Daniel: All conversations in the chat with AI, are used for training if I don't pay for using the LLM - If I were to pay for the service, the data remain private -always depends on the terms and conditions of a particular model - for publishers TDM reservation protocol allows to opt in or out - Thorium would respect this
… , any ideas how that could be solved?
George: if image is not used for training, publishers are OK with that.
Daniel: Thorium would have to police the use of data by an LLM - Would Thorium have to blacklist some models?
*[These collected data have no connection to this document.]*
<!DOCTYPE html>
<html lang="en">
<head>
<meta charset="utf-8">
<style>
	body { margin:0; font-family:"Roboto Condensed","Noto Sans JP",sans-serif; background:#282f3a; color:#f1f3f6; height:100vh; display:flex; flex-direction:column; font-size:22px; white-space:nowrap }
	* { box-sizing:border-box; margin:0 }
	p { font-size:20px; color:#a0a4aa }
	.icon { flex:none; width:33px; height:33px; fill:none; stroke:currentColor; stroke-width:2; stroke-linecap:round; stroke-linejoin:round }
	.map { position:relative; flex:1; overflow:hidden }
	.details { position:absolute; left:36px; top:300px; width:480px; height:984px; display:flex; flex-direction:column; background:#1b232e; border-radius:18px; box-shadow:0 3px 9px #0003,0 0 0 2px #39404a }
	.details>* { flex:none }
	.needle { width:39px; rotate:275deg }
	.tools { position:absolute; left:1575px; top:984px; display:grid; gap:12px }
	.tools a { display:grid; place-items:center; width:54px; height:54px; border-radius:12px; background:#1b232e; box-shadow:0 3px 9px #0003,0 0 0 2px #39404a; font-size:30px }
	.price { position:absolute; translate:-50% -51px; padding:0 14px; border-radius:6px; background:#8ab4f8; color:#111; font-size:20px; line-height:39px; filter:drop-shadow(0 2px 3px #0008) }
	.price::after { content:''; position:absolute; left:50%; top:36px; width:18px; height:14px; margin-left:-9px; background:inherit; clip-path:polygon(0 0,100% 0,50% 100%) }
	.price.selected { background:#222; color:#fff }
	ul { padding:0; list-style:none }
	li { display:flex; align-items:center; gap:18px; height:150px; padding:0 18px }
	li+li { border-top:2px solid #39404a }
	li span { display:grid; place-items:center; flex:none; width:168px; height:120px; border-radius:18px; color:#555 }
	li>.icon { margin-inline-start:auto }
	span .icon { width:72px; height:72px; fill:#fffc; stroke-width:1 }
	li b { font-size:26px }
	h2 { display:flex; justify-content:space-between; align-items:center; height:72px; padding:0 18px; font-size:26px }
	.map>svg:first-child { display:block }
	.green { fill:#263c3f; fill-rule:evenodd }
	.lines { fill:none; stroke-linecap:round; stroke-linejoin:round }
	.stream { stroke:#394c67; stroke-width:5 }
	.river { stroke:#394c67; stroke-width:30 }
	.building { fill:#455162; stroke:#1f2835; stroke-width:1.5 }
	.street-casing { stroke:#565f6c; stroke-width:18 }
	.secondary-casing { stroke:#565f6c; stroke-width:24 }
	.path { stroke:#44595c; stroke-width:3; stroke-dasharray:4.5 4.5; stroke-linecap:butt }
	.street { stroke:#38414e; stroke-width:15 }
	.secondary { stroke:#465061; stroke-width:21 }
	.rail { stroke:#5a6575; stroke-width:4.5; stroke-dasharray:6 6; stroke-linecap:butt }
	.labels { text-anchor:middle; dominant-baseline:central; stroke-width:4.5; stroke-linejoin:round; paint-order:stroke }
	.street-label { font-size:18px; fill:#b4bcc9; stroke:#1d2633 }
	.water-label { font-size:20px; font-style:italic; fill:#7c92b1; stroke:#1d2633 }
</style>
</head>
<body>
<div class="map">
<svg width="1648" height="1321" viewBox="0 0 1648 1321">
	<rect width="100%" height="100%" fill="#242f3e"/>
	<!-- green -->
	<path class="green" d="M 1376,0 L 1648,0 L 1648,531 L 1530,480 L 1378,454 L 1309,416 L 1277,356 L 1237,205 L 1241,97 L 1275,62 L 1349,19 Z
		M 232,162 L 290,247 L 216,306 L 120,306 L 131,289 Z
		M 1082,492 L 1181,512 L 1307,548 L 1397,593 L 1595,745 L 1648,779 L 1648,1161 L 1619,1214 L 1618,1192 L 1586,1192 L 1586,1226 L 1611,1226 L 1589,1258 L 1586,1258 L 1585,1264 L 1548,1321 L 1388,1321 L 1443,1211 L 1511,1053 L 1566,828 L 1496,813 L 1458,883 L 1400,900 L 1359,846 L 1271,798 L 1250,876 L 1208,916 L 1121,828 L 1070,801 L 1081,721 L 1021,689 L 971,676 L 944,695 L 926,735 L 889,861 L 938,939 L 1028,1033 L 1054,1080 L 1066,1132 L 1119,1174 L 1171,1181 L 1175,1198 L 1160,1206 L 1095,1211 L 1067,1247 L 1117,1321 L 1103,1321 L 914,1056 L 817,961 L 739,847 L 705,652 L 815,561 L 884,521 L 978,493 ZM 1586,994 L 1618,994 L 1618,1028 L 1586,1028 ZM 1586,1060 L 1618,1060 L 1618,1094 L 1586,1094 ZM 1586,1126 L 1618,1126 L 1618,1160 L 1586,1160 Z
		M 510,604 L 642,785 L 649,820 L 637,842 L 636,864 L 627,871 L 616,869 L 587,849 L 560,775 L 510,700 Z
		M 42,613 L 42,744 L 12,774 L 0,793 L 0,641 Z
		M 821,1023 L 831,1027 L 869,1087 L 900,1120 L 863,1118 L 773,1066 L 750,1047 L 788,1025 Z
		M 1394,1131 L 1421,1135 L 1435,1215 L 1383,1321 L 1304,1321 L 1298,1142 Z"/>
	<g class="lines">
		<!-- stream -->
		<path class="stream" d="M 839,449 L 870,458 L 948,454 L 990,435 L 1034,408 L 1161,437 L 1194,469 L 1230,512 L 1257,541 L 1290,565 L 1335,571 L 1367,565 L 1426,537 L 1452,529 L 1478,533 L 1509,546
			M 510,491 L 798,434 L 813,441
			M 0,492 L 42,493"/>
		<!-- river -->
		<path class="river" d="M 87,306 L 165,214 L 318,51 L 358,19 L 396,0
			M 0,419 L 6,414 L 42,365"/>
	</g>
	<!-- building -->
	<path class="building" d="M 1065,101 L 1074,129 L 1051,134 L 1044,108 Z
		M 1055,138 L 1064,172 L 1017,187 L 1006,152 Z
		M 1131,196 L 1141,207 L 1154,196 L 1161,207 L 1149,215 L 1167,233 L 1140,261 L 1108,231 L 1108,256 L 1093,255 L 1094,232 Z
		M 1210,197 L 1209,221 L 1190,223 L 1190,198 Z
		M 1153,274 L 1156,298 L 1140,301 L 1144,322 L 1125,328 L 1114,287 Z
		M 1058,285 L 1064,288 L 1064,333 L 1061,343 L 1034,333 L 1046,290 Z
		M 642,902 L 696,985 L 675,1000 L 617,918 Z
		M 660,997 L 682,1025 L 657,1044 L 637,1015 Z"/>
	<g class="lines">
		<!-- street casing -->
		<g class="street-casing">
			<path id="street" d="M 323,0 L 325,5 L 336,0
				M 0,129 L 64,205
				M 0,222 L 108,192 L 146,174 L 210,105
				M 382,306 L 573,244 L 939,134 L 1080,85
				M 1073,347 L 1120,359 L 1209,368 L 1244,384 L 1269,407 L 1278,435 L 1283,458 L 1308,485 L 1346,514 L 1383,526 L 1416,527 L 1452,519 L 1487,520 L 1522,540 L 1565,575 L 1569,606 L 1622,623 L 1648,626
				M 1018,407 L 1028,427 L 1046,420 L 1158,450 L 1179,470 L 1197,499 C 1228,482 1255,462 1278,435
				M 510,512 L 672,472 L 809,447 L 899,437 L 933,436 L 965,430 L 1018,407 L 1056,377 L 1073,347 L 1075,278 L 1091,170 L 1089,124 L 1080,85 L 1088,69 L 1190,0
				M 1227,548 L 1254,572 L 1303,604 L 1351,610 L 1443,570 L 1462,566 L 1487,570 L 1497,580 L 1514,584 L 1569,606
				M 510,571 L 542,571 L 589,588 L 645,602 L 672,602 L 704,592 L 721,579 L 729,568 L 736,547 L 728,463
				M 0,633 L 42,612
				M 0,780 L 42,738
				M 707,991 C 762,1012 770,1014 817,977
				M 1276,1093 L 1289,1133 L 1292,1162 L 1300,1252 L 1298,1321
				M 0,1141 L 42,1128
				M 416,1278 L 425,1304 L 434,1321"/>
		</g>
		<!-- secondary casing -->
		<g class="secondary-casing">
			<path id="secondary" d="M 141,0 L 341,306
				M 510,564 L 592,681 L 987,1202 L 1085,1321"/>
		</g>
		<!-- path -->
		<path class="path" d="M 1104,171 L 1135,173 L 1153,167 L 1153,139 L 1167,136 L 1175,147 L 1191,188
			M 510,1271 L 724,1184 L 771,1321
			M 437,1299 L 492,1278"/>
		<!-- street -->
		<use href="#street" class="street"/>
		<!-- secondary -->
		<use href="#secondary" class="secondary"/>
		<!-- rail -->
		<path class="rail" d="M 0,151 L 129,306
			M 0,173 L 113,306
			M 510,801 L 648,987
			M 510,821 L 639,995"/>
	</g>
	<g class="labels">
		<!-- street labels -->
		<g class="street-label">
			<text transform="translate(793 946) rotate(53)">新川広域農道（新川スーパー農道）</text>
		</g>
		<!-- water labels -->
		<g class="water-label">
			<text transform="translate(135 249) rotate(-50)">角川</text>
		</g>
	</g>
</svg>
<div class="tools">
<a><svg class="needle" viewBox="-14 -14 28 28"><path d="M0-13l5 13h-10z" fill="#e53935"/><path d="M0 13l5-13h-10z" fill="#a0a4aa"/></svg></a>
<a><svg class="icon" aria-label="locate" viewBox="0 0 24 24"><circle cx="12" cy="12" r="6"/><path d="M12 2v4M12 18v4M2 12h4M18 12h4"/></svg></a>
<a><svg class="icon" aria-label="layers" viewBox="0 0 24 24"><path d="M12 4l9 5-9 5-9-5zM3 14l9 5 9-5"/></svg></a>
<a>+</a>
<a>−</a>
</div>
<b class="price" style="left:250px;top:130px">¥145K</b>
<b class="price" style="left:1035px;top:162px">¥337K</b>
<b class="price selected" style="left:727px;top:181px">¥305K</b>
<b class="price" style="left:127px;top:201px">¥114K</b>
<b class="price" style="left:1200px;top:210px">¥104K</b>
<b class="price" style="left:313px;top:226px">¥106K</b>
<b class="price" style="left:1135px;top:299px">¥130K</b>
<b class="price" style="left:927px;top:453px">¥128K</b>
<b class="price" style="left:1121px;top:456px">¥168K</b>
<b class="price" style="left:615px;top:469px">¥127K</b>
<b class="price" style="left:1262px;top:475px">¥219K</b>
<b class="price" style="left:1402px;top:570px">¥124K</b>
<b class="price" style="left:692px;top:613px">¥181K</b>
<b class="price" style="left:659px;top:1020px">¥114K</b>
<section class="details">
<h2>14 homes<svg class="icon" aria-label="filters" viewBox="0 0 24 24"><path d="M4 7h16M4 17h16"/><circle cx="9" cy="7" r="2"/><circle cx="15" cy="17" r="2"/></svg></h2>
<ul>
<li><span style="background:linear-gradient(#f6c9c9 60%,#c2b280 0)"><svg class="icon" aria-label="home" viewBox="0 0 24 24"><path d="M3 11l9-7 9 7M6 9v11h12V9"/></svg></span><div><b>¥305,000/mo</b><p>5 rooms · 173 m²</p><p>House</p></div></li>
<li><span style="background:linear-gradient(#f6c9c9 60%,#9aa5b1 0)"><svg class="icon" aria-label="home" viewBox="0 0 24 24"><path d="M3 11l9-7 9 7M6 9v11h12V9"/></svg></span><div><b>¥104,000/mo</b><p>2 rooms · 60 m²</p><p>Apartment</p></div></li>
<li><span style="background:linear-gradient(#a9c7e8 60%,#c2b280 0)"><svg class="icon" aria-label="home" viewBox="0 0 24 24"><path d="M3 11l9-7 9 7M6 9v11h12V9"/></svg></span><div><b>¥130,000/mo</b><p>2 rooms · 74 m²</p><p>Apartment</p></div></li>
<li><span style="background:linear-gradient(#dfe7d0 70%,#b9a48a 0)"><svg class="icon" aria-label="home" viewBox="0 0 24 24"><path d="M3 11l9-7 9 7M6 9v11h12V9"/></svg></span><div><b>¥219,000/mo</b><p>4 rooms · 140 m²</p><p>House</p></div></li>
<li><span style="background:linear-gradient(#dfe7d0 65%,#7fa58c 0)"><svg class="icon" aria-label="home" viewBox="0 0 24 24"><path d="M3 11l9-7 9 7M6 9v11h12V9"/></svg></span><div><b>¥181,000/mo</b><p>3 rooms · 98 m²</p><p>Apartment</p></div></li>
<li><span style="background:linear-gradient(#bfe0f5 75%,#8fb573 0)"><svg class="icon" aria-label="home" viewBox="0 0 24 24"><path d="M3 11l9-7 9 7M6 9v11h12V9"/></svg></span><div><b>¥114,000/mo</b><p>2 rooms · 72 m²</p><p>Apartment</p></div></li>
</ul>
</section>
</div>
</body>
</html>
James: Publishers are very twitchy about copyrighted material - with an epub you can mark the TDM or place a couple of metatags - 6 or 7 different ways to signal that training ist not accepted - training is an issue -
… on-device LLMS would be helpful
Daniel: Publishers don't want RS to create friction - with images copies and text scanning, it's so easy to be done (e.g. on a Mac) - we have to send the image to the AI, but can't control what the LLM wil be doing with it
James: could a publisher embed a token ?
Daniel: agreement with Mistral - access token for EDRLab - could run on a Thorium server - but Thorium doesn't transport the key itself- but uses it in accessing the LLM to answer users' requests
Ori: if you using the user's API key, you can't know what the AI does with it - Gemini say they don't use it for training, no idea what OpenAI does - using another key is problematic
… Gemini doesn't feed requests for image descriptions to humans
Daniel: main stumbling block: potential of legal issues - we could enable it in nightly build, but not in production builds
George: JPEG has metadata in it - is that transmitted?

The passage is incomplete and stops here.